__Work required__
For every line in the records below that holds "Euskal", make a copy.

================

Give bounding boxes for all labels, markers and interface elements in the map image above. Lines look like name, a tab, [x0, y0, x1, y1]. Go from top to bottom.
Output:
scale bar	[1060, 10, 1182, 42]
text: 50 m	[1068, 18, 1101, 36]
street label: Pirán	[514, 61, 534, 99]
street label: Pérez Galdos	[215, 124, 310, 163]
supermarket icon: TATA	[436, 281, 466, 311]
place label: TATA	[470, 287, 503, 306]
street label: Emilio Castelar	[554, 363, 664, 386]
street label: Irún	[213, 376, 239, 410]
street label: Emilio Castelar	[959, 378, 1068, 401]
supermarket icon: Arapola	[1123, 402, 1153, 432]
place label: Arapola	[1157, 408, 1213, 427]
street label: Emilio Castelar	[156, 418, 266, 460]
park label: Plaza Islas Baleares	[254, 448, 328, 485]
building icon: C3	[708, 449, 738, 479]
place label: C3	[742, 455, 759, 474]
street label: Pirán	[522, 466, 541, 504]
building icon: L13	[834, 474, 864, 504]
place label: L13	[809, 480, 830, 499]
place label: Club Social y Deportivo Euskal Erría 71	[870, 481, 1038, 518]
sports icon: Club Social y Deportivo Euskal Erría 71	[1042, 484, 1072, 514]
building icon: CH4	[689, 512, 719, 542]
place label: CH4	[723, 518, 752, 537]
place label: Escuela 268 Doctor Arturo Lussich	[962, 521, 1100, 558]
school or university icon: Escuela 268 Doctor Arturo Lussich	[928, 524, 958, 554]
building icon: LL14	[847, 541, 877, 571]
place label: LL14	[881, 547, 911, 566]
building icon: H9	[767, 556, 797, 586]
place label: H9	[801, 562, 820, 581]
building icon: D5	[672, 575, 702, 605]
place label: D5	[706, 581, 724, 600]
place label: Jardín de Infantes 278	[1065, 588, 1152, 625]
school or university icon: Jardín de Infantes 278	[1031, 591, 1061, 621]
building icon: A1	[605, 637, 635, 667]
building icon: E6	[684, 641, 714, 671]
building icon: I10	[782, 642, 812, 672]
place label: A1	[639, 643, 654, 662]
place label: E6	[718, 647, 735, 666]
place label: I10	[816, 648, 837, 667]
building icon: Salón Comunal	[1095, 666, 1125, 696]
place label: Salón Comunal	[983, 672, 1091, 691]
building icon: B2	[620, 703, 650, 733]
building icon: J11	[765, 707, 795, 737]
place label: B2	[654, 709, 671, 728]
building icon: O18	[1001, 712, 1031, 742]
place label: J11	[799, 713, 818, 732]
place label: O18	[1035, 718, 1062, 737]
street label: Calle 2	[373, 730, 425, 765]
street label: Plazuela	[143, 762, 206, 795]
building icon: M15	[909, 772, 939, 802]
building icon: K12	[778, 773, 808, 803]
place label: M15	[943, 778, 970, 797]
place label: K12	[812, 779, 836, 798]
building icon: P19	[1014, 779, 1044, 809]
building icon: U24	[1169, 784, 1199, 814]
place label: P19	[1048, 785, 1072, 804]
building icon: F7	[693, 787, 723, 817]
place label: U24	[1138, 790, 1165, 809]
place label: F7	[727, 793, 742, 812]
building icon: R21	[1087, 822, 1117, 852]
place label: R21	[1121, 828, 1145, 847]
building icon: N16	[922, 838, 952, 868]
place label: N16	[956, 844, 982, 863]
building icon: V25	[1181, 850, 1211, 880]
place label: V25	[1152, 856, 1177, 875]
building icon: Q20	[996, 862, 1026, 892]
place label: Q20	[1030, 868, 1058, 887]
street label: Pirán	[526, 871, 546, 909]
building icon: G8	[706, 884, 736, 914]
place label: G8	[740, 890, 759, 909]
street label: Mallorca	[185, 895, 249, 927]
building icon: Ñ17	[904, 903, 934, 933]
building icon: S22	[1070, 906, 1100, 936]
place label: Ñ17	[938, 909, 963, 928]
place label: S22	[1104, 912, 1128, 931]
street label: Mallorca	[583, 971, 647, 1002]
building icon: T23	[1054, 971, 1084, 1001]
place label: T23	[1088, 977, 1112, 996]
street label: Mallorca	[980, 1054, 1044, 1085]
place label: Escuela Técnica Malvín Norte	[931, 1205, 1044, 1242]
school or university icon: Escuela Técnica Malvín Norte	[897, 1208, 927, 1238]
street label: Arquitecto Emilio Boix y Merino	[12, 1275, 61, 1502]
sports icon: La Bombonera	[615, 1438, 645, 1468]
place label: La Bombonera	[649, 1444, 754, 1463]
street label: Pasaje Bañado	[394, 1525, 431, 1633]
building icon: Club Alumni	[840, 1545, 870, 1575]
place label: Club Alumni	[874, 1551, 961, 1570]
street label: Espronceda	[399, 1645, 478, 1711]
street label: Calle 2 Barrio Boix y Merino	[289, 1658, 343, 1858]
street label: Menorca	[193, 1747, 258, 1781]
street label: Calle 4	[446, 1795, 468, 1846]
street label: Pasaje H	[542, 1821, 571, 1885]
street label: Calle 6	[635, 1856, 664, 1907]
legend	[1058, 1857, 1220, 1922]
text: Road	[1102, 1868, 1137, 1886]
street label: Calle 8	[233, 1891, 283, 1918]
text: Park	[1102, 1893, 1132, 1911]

================

__Exercise output__
place label: Club Social y Deportivo Euskal Erría 71	[870, 481, 1038, 518]
sports icon: Club Social y Deportivo Euskal Erría 71	[1042, 484, 1072, 514]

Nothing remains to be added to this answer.